I wrote a couple algorithms to do this in javascript and am wondering if they are equivalent, i.e. equivalent time complexity for example, but also equivalent for any other considerations in this context of finding complements in a browser and updating an HTML document with the output. I am trying to understand Regexes and how javacript gets interpreted, compiled and executed.

First the script validates the input string s with this Regex: /[^CGAT]/. If the input string has a character besides a C, G, A, or T, the script stops and alerts the user why. Next, the script generates the reverse string with var reverseSeq=s.split('').reverse().join('') (which I found here).

Then either of these javascripts converts the reversed string to the original's complement.

1.)

var complementSeq='';
for (i in reverseSeq){complementSeq=complementSeq+COMPLEMENT_BASES[reverseSeq[i]]};

2.)

complementSeq=reverseSeq.replace(/(A)|(C)|(T)|(G)/g, function (match) {return COMPLEMENT_BASES[match]})

2) depends on this object: COMPLEMENT_BASES={'A':'T','T':'A','G':'C','C':'G'};.

Are these methods equally efficient, and basically equivalent otherwise? Is there any other approach I'm missing that might be more efficient?

Jesse W. Collins
  • 139
  • 1
  • 1
  • 12
  • 1
    The fastest way might be a direct replace all regex function. The engine doesn't return until all the replacements are made. Some engines offer in-line replacement. Not sure about JS though. –  Oct 25 '15 at 23:26

3 Answers3

3

I think, you should use the already existent array and map the complement value before joining it.

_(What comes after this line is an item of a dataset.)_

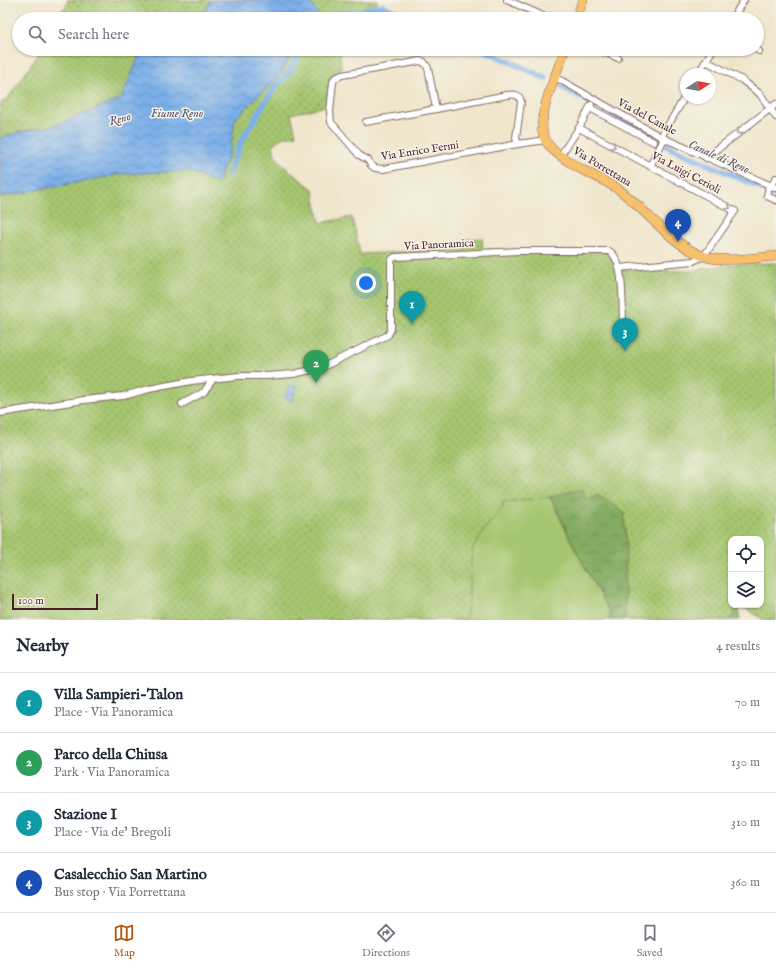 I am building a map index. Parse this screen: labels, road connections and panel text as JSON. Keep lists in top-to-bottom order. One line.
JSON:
{"streets":{"main road":["Via Porrettana"],"street":["Via del Canale","Via Enrico Fermi","Via Luigi Cerioli","Via Panoramica"]},"crossings":[["Via Porrettana","Via Luigi Cerioli"]],"water":["Fiume Reno","Reno","Canale di Reno"],"scale_bar":"100 m","north":"right","page":{"search":"Search here","pins":["4","1","3","2"],"scale":"100 m","heading":["Nearby","4 results"],"list":[{"mark":"1","name":"Villa Sampieri-Talon","note":"Place · Via Panoramica","value":"70 m"},{"mark":"2","name":"Parco della Chiusa","note":"Park · Via Panoramica","value":"130 m"},{"mark":"3","name":"Stazione I","note":"Place · Via de' Bregoli","value":"310 m"},{"mark":"4","name":"Casalecchio San Martino","note":"Bus stop · Via Porrettana","value":"360 m"}],"nav":["Map","Directions","Saved"]}}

The overhead of replace and the use of regex is more than you really need here.

function complement(a) {
    return { A: 'T', T: 'A', G: 'C', C: 'G' }[a];
}    

var sequence = 'CTTAACCAGCGGACACGGGCTTGGC',
    complementSeq = sequence.split('').reverse().map(complement).join('');
document.write(complementSeq);
Nina Scholz
  • 376,160
  • 25
  • 347
  • 392
2

Well you could speed it a little with a simplified RegExp as you don't really need capture groups

var COMPLEMENT_BASES = {'A': 'T', 'T': 'A', 'G': 'C', 'C': 'G'},
    re = /[ATCG]/g;

var complementSeq = reverseSeq.replace(re, function ($0) {
    return COMPLEMENT_BASES[$0]
});

You could also halve+ the number of iterations by using more predefined. This is a linear speed improvement though. i.e.

var COMPLEMENT_BASES = {
     'A':  'T',  'T':  'A',  'G':  'C',  'C':  'G',
    'AA': 'TT', 'AT': 'TA', 'AC': 'TG', 'AG': 'TC',
    'TA': 'AT', 'TT': 'AA', 'TC': 'AG', 'TG': 'AC',
    'CA': 'GT', 'CT': 'GA', 'CC': 'GG', 'CG': 'GC',
    'GA': 'CT', 'GT': 'CA', 'GC': 'CG', 'GG': 'CC'
};

var re = /[ATCG]{1,2}/g;

If you will be generating a huge amount of this data, consider if a String of ATCGs is really the best option here. For example, is the following using Integers better?

__|_dec_|_bin_    <-- XOR -->    _bin_|_dec_|__
A |   0 |  00       (3) 11         11 |   3 | T
T |   3 |  11           11         00 |   0 | A
C |   1 |  01           11         10 |   2 | G
G |   2 |  10           11         01 |   1 | C

If you keep track of your sequence length you can now do this transformation in 32-bit XORs, so each XOR transforms 16 bases. The memory overhead is also reduced by 4.

In JavaScript, the XOR operator is ^, i.e. (0 ^ 3) === 3, (1 ^ 3) === 2; // true

Paul S.
  • 64,864
  • 9
  • 122
  • 138
1

The big-O efficiency of your algorithms is the same. All three of these algorithms are O(n) complexity (where n is the length of the input). I personally can't think of a way it could be any better than that, so it all comes down to profiling the code to see which is faster. However some things to consider:

  1. Regular expressions have a high initial compilation cost, so if this going to be called a lot, you might want to compile your regexes.
  2. Function calls can also be expensive in this context (they have to establish a stack and so on), so you may want to stay away from the regex replace because of this.
  3. For pure code legibility, the first method wins IMO (highly subjective I understand).

Another thing to consider might be striding over two or three letters at a time. Again, this would have to be profiled, but you could construct a lookup table based on two or three letters and their complements at a time. For something like this, the loop operation and string concatenation operations might be a pretty big overhead if the string length is large enough.

syazdani
  • 4,760
  • 1
  • 26
  • 35